CariCRIS reaffirms DBJ credit rating
The Caribbean Information and Credit Rating Services (CariCRIS) has reaffirmed its credit rating for the Development Bank of Jamaica Limited (DBJ) which is pushing digitisation to improve its service offerings to customers.
The development bank was reaffirmed at CariA (local currency rating) and CariA- (foreign currency rating) on the regional rating scale with its Jamaican rating at jmAA (local currency rating) and jmAA- (foreign currency rating) on the national scale. The outlook for the DBJ was maintained at stable.
“The stable outlook is based on the high likelihood that the bank will continue to display good profitability and capitalisation levels over the next 12-15 months. This is underpinned by the Bank’s plans to implement a new four-year (FY2026-FY2029) strategic plan and introduce new products and services aimed at boosting profitability and enhancing operational efficiency respectively,” CariCRIS stated in its release.
The DBJ appointed Dr David Lowe as its new managing director on March 3 and is working on launching its mobile application in the short term. This app will assist the DBJ in analysing customer trends and tailor its products and marketing strategies for its customers. The app will also allow customers to see the DBJ’s full suite of products and services, apply for loans or grants and monitor their loan payments.

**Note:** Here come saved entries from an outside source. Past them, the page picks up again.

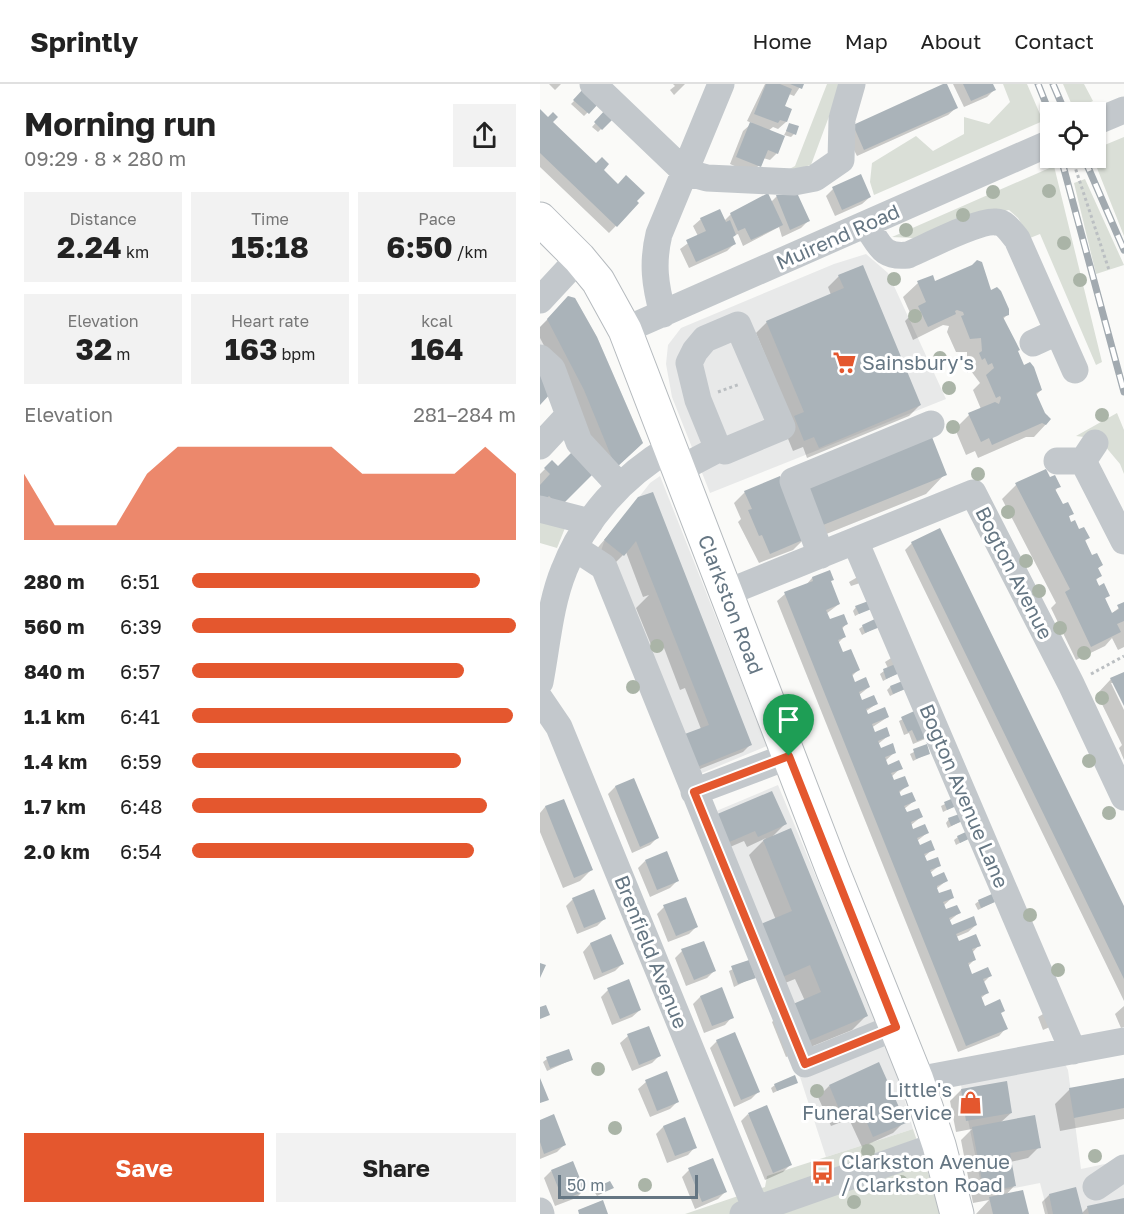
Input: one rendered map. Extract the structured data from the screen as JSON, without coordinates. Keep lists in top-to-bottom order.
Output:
{
  "streets": {
    "main road": ["Clarkston Road"],
    "street": [
      "Muirend Road",
      "Bogton Avenue",
      "Bogton Avenue Lane",
      "Brenfield Avenue"
    ]
  },
  "crossings": [
    ["Muirend Road", "Clarkston Road"],
    ["Bogton Avenue", "Clarkston Road"],
    ["Bogton Avenue", "Bogton Avenue Lane"]
  ],
  "places": {
    "supermarket": ["Sainsbury's"],
    "shop": ["Little's Funeral Service"],
    "bus stop": ["Clarkston Avenue / Clarkston Road"]
  },
  "scale_bar": "50 m",
  "page": {
    "header": "Sprintly",
    "nav": [
      "Home",
      "Map",
      "About",
      "Contact"
    ],
    "heading": ["Morning run", "09:29 · 8 × 280 m"],
    "stats": [
      ["Distance", "2.24 km"],
      ["Time", "15:18"],
      ["Pace", "6:50 /km"],
      ["Elevation", "32 m"],
      ["Heart rate", "163 bpm"],
      ["kcal", "164"]
    ],
    "chart": ["Elevation", "281–284 m"],
    "list": [
      {
        "name": "280 m",
        "note": "6:51"
      },
      {
        "name": "560 m",
        "note": "6:39"
      },
      {
        "name": "840 m",
        "note": "6:57"
      },
      {
        "name": "1.1 km",
        "note": "6:41"
      },
      {
        "name": "1.4 km",
        "note": "6:59"
      },
      {
        "name": "1.7 km",
        "note": "6:48"
      },
      {
        "name": "2.0 km",
        "note": "6:54"
      }
    ],
    "buttons": ["Save", "Share"],
    "scale": "50 m"
  }
}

The DBJ is also working on completing its transition to being a cashless institution in the coming months. This is part of the DBJ’s push to improve its internal processes while enhancing the service to its customers.
The DBJ grew its net interest income by seven per cent to $1.19 billion as it net loans and advances grew to a record $21.13 billion for the March 2025 financial year (FY). Total income marginally declined to $1.86 billion but remains above the $1.77 billion earned in FY 2023.
However, the DBJ’s profit before tax dipped 41 per cent from $487.27 million to $287.95 million due to a 14 per cent increase in operating expenses to $1.57 billion. This rise in operating expenses was largely attributed to higher staff costs as employee compensation was revamped to be in line with the Government of Jamaica (GOJ) regulations. Professional fees also increased due to costs associated with the DBJ’s annual strategic services retreat.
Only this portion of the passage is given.